“I must tell you in the beginning, it was a great challenge to want read this book. I did not have the extra time but I am so grateful I did. I walked away learning time management, how to prioritize, how to work smarter and not harder and to enjoy the ride by being less stressful.” I love those sentences from a recent review of Crossing the Bridge, especially since they were written by a student who “knows the score.”
Ask anyone who works with community college students what they believe to be the biggest challenge students face, and the majority of them will say time management. I say “the majority” because some will say lack of motivation, family issues, and a poor academic background. While those things might be true, it’s also true that managing those precious 168 hours per week is real challenge for most.
At some point in my younger years, I came across a quote by Ben Franklin that resounded with me. “Dost thou love life? Then do not squander time, for that is the stuff life is made of,” the statesman advised. I’ve always been able to see the value of the moment and to realize the fleeting nature of time. Carpe diem! Recognizing the truth in Franklin’s statement that wasting time is wasting life was a wake-up call.

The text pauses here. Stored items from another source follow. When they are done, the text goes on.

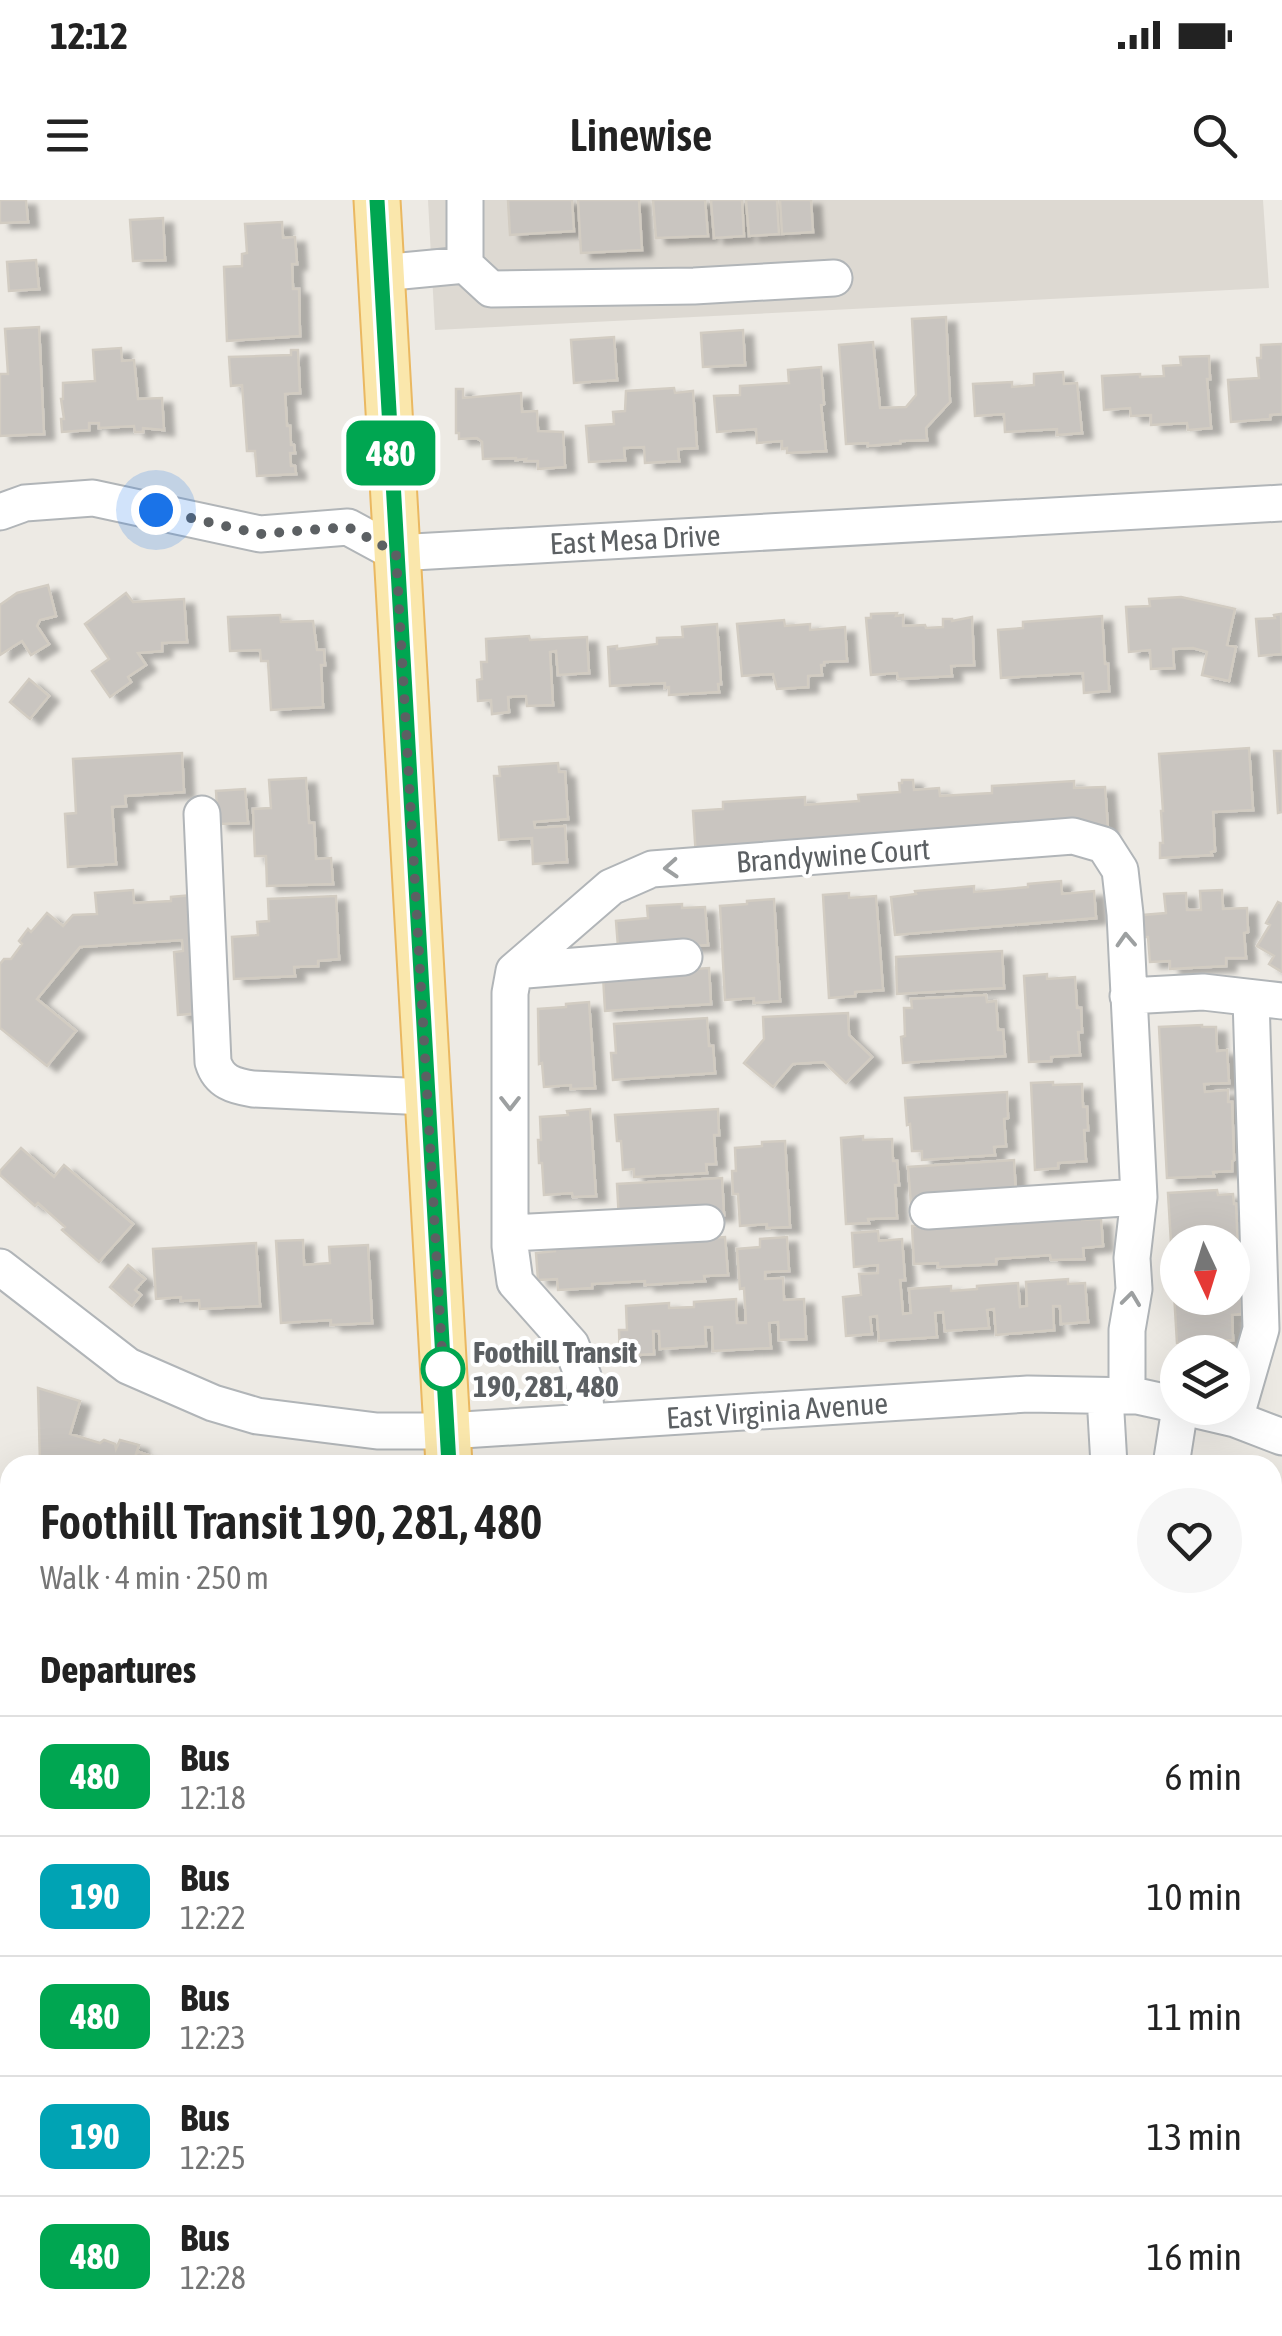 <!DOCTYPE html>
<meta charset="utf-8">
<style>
body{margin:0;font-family:"Asap Condensed",sans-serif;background:#f6f6f6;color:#222;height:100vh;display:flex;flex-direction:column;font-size:38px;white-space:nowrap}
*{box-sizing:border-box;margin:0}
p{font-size:32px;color:#767676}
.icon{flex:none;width:55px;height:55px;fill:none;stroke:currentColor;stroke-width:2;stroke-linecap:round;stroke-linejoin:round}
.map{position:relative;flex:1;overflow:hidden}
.details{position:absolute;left:0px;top:1255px;width:1282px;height:882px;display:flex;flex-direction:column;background:#fff;border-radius:30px 30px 0 0;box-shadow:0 10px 40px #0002}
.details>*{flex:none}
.badge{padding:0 20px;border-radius:15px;font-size:35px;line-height:65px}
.needle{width:65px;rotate:176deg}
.tools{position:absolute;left:1160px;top:1025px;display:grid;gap:20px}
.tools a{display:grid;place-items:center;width:90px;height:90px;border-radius:50%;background:#fff;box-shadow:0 10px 40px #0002;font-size:50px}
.you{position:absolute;width:50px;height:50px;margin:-25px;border:8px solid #fff;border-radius:50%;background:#1a73e8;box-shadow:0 0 0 15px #1a73e833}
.map>.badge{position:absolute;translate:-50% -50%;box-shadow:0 0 0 5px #fff}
h2{padding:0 40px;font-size:38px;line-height:90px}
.round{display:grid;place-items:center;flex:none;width:105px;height:105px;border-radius:52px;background:#f6f6f6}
.overview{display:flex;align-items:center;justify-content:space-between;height:170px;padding:0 40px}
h1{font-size:48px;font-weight:600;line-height:75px}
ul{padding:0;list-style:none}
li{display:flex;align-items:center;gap:30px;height:120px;padding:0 40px;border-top:2px solid #e0e0e0}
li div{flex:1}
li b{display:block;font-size:38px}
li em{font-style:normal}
li .badge{min-width:110px;font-weight:700;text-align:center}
.status{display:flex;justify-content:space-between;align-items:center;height:70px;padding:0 50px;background:#fff;direction:ltr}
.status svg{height:28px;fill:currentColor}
header{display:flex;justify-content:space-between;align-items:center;height:130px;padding:0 40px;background:#fff;font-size:45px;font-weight:600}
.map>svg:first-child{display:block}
.education{fill:#ddd9d2}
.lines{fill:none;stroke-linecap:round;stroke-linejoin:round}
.stream{stroke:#a7ddfa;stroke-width:9}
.building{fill:#c9c5c0;stroke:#d2ccc2;stroke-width:2.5;filter:url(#shadow)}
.minor-casing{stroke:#b1b5b8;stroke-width:39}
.major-casing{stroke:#eab861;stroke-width:49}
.highway-casing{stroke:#e58f0c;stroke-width:56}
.minor{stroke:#fff;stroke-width:35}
.major{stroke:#fae7ac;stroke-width:45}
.highway{stroke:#f7d591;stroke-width:52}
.oneway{stroke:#9da0a1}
.line-casing{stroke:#fff;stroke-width:22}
.line{stroke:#00a651;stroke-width:15}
.walk{stroke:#5c6063;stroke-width:10;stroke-dasharray:0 18}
.stop-dot{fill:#fff;stroke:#00a651;stroke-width:5}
.labels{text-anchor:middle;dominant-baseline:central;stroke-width:8;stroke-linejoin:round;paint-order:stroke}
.street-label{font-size:30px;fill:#5c6063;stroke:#fff}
.stop-label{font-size:30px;font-weight:bold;fill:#5c6063;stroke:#fff;text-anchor:start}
</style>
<div class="status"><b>12:12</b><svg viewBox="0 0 49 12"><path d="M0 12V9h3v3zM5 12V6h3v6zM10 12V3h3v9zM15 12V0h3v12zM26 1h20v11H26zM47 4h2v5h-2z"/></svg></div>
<header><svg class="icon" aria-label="menu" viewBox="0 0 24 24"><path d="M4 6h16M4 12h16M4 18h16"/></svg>Linewise<svg class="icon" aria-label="search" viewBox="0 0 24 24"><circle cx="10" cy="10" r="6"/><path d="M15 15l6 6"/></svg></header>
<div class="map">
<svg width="1282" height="2136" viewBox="0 0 1282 2136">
<defs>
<filter id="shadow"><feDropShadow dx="10" dy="5.5" stdDeviation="2.5" flood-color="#0004"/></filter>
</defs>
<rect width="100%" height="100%" fill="#edeae4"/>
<path class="education" d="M428 0H1263L1269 88 435 130Z"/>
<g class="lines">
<path class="stream" d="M1272 1859H1282
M0 1863H10"/>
</g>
<path class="building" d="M0 0H26L28 22 0 23Z
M508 0H572L574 31 510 35Z
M578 0H639L642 50 581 53Z
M653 0H705L708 36 656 38Z
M711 0H742L744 36 714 38Z
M746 0H777L779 34 749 36Z
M780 0H811L813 32 782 34Z
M163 18 165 60 133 61 130 20Z
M282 22 283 38 295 37 297 64H292L293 89H299L300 136 227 141 224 67 242 66V54L247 53 245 24Z
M36 60 39 89 9 91 7 62Z
M946 117 950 202 926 228 927 240 900 241V243L868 246V243L846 244 839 145 873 142 880 208 906 207 916 195 912 119Z
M39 127 44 234 0 236V174H8L5 129Z
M743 130 745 165 703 167 701 133Z
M614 137 617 180 574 183 571 140Z
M1282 144V214L1270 215V219L1231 222 1228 180 1259 178 1257 158H1261V145Z
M121 148 122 161 134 160 138 199 162 198 164 230 143 228V232H135L134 226 99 228V223H89V230L62 232 61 219H64L61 199H63V183L95 181 93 150Z
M291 150H298L300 193 285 194 287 226H290L291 245H294L295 253H290L291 266H295L296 274 257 276 255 251H247L242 185 231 186 229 157 291 155Z
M1209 156 1210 179H1207L1211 228 1188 230 1187 223 1151 225V215L1131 216 1130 208 1104 210 1102 176 1140 174V177L1164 176 1163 166 1181 165 1180 157Z
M821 167 824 204 821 205 826 251 787 253V248L782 249V241L757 243 756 229 717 232 714 196 740 195V186L789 183 788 170Z
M1063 172 1064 184 1077 183 1082 233 1057 235V229L1005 232 1004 214 975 216 973 184 1012 182V187L1034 185V174Z
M674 188 675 193 693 191 697 248 678 249 679 261 645 263 644 247 624 248 625 260 589 262 586 226 614 224 613 212 625 211 626 191Z
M456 189H463V198L521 193 522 212 537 211 538 231 563 232 565 267 538 269V261H525L526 259 516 260V258L483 259 482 242 477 238 459 239V233H456Z
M48 385 56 416 40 420 37 426 49 444 31 455 22 441 0 455V405L17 393Z
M126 393 133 402 184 399 187 442 162 443V451L138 453 146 465 128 477 131 482 110 497 92 471 109 459 85 424Z
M1181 397 1235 409 1227 445 1236 447 1229 481 1202 475 1207 452 1193 448 1173 449 1174 468 1151 469 1150 450 1129 452 1126 407 1150 406 1149 399Z
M897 413 896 416 903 415V426L925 425 926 428 943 427V419H952V421L972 417 974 465 951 466 952 476 898 479 897 473 871 475 866 418H871V414Z
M1281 414 1282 454 1259 456 1256 419 1275 418 1274 415Z
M280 415 281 422 313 421 317 450H324L325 465H321L323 507 271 510 268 461H261L260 450 230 451 228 417Z
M1102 416 1105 464H1108L1109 491 1084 493 1083 473 1001 478 998 430 1023 428V422Z
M784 420 785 426 810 424V430L845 427 847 461 824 462V465H821L822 475 808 476V487L777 489 773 474 742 476 737 424Z
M717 424 721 484H718L719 492 669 495V487L665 488V483L610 486 608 447 617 446V449L657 444V438L683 437 682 427Z
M529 436 530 440 587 437 589 473 558 475 556 451 550 452 553 505 527 506 526 496 508 497 509 512 492 514 491 500 478 501 477 480 482 479 481 462H487L486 439Z
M29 479 49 496 30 519 10 502Z
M1249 548 1253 610 1213 612 1215 651 1211 652 1212 655 1160 658V643H1163L1161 611H1163L1159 554Z
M1274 551H1282V612L1278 613Z
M182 553 184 592 125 596 126 606 112 607 116 664 68 667 65 614 76 613 73 559Z
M558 563 559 572H565L568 619 534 622 535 628 565 626 567 662 533 664 532 638 499 640 494 576H500L499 567Z
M306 578 309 623H314L316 659 331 658 333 684 267 686 266 656H255L253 609 271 608 269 580Z
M902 580H913L914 590 939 588 940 596 992 593V586L1074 581V588L1105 587 1108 629 696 657 693 611 723 609V602L805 597V605L859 601 858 595 900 592 899 583H902Z
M245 589 248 623 218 624 216 591Z
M1061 681 1062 694 1094 691 1096 718 895 735 891 697 916 694 915 691 974 686V692L1028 687V684Z
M133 690 134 703 171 701V697L192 695 201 813 178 815 174 752 183 751 182 740 80 747 37 799 76 831 47 866 0 828V764L4 759H11L22 744 19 741 28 729 31 732 47 713 63 726 73 715 97 714 95 693Z
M1222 690 1223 709 1247 708 1248 732 1244 733 1246 758H1226V766L1170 769V761L1150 762 1148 737H1144L1143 715 1166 713 1164 694 1186 693 1187 710H1201L1200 691Z
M849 693V698L876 696 883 790 855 792V796L829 798 823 695Z
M336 696 339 759 318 761V766L294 767 295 776 234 779 232 737 258 735 257 722 269 721 268 699Z
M774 699 780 801 754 803V798L725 800 720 706 747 704V701Z
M1278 702 1282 704V772L1269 764 1274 756 1257 746 1270 725 1266 723Z
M682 704V708L705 707 708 745 650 749 618 747 616 721 648 718 647 706Z
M1002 751 1004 788 897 794 896 757Z
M709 768 711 804 605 811 603 775Z
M1047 774V779L1075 777 1077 808H1081L1082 832H1078L1080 855 1051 857V861L1029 862 1024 776Z
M986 795 987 802 996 801 998 830H1003L1005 856 903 863 901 837 905 836 904 808H912L911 799Z
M589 802 595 888 571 889V885L544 887 542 863 539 864 538 809 566 807V804Z
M848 813 849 835 872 857 846 883 824 862 793 864 773 887 744 863 764 839 763 817Z
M707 818 709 846H713L715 873 613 880 611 853H616L614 824Z
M1202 825V827H1216L1217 851 1227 850 1229 883 1204 884 1205 892 1228 890V902H1232L1234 960 1232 961V971L1213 972 1214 976 1167 978 1159 827Z
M1053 882V885L1082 884 1083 907H1087L1088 930H1084L1086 961 1058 963V968L1035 970 1031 883Z
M1007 892 1008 918 1004 919 1006 946 994 947 995 955 922 960V951H912L910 924 907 925 905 898Z
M590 909 596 996 573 997 572 993 544 995 542 963H539L538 940H541L540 917 568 915 567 911Z
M718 909 719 935H714L716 964H706L707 973 634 977V969L623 970 621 941H617L615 915Z
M863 936V940L892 939 893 961H897L899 985H895L897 1018 868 1019 869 1023 846 1024 841 938Z
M785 941 790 1027 767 1028V1024L740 1026 738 994H733L732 971H736L735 948 762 946V942Z
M21 948 54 977 64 965 133 1024 99 1062 62 1030 65 1027 38 1003 35 1006 0 975V971Z
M1014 960 1016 997 911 1004 908 967Z
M722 978 724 1015 619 1021 617 984Z
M1217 990 1218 995 1233 994 1234 1004H1236L1239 1073H1232V1042H1178V1098H1232V1082L1240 1081 1242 1114 1232 1115 1233 1140 1177 1143 1168 993Z
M1081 1015 1082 1020 1101 1019 1103 1046 1083 1048 1084 1059 1051 1060 1050 1055 996 1059V1064L938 1067V1063L914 1064 912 1026Z
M878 1031 879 1041 902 1039 905 1080H900L903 1114 911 1113 909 1089 951 1086V1091L977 1089V1086L1018 1083 1020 1107 1027 1106 1026 1082 1068 1079V1084L1085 1083 1088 1122 1061 1124 1060 1106H1053L1054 1130 996 1135 994 1109 987 1110 989 1128 945 1131 943 1112 935 1113 937 1137 879 1141 877 1116 870 1117 872 1134 846 1136 843 1097 861 1095 859 1074 878 1073V1065L854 1067 852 1033Z
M725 1037 728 1075 704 1076 705 1081 645 1085V1081L592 1084V1088L558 1090 557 1079 538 1080 536 1053 555 1051V1047Z
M787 1037 789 1071 765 1072V1079L783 1078 784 1100 804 1099 806 1139 779 1140 778 1122 769 1123 771 1148 713 1151 712 1127H705L706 1146 660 1149 659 1131H653L654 1154 620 1156 619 1130H627L626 1106 669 1103V1108L694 1107V1102L736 1099 737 1123H746L744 1088 740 1089 737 1049 760 1047V1039Z
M303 1040 304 1065 330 1063 329 1047 368 1045 372 1123 331 1125V1120L281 1123 276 1041Z
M256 1043 260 1106 200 1109 199 1100 181 1101V1097L156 1099 153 1049Z
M128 1065 145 1079 135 1090 141 1095 132 1106 110 1087Z
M38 1188 80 1201 70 1234 100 1243 104 1240 115 1244 116 1249 120 1240 139 1245 136 1254 139 1252 176 1265H51L40 1262Z
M3 1290 10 1324V1383L0 1386V1291Z
M1282 1361V1489L1272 1490V1362Z
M10 1401V1444H8L5 1435H1L0 1431V1404Z
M1 1567 10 1569V1666L0 1663Z
M1272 1584H1282V1647H1272Z
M1272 1704H1282V1755H1272Z
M1272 1951H1282V2087L1272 2082Z
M679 2128H817V2136H687L688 2129Z"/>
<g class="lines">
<defs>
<path id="minor" d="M465 65 491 89 694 86 834 78
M381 73 465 65V0
M0 312 25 303 93 298 260 334 348 327 396 353 1282 303
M202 614 213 862C219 882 234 886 253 889L427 897
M514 771 684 757
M1128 796 1203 792 1282 801
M928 1011 1139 997
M511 1033 706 1023
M0 1067 128 1166 213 1203 257 1216 377 1231H447L1028 1194 1137 1196 1178 1205
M1105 1196 1109 1265
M1188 1208 1235 1219 1282 1237
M1235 1219 1261 1129 1251 798
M587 1222 583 1176 571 1145 515 1082 510 1046V793L514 771 611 687 652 669 1073 636 1104 645 1120 670 1125 714 1139 997 1132 1058 1134 1089 1127 1130V1196
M1171 1265 1180 1208
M1272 1683H1282
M1272 1769H1282
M1272 1941H1282
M0 2053 10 2046
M604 2128 608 2136
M1256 2128 1276 2136
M865 2136V2128"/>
<path id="major" d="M377 0 449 1265
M478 2128 479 2136
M537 2128 538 2136"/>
<path id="highway" d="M0 2124 16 2136
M114 2128 126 2136"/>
</defs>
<use href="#minor" class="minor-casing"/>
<use href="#major" class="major-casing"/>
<use href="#highway" class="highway-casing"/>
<use href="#minor" class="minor"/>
<use href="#major" class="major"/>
<use href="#highway" class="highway"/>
</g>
<defs><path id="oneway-chevron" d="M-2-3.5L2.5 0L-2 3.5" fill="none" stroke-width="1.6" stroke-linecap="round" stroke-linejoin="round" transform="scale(2.5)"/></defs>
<g class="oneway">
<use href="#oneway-chevron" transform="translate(671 668) rotate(176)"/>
<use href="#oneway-chevron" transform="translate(1126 740) rotate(-93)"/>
<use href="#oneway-chevron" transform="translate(510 903) rotate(90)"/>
<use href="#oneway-chevron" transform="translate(1131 1099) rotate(-83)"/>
</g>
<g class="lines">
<defs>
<path id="line" d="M377 0 449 1265"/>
</defs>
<use href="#line" class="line-casing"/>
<use href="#line" class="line"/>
<path class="walk" d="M156 310 260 334 348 327 396 353 443 1169"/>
</g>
<circle class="stop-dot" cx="443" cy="1169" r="20"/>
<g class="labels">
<g class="street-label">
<text transform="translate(635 339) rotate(-3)">East Mesa Drive</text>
<text transform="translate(833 655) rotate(-4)">Brandywine Court</text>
<text transform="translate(777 1210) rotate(-4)">East Virginia Avenue</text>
</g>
<g class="stop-label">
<text x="473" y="1152">Foothill Transit<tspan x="473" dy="34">190, 281, 480</tspan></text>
</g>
</g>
</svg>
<div class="tools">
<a><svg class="needle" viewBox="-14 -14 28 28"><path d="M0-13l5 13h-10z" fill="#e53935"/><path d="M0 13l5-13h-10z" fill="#767676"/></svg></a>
<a><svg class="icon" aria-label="layers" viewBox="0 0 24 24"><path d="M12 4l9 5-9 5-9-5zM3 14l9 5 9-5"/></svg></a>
</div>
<div class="you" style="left:156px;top:310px"></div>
<b class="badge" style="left:391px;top:253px;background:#00a651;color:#fff">480</b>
<section class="details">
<div class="overview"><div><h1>Foothill Transit 190, 281, 480</h1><p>Walk · 4 min · 250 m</p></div><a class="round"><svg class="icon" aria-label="heart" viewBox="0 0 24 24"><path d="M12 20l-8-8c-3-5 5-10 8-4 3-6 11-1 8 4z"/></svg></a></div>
<h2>Departures</h2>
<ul>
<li><span class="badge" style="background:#00a651;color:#fff">480</span><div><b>Bus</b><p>12:18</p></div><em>6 min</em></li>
<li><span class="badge" style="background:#00a3b4;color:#fff">190</span><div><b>Bus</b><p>12:22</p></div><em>10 min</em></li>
<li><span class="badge" style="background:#00a651;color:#fff">480</span><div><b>Bus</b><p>12:23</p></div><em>11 min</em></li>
<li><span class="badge" style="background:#00a3b4;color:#fff">190</span><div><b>Bus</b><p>12:25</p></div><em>13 min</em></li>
<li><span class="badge" style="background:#00a651;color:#fff">480</span><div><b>Bus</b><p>12:28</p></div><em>16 min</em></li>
</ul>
</section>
</div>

Once I had my awakening, not only did I work on better using my life moments in the best way possible whether in work or play or relaxation, but I also began to preach that sermon to others as well. In classes, there’s always a captive audience, at least as far as attendance is concerned, so naturally I threw in some helpful tidbits about making lists, setting goals, and setting priorities.
In Crossing the Bridge, there are several strategies to help students better utilize the minutes, hours, and days of each week. But here’s the thing: They don’t always avail themselves of the tried and proven methods! They’re busy, stretched to the max with families, jobs, and other outside responsibilities. I understand all of that, and yet I also understand that most people, including me, could accomplish so much more IF they knew and practiced time management tips.
“Students don’t like to read,” is a phrase I’ve often heard. Is it true? I don’t know. I do know that taking a few minutes to learn time management strategies can yield huge benefits. Just ask Ceira.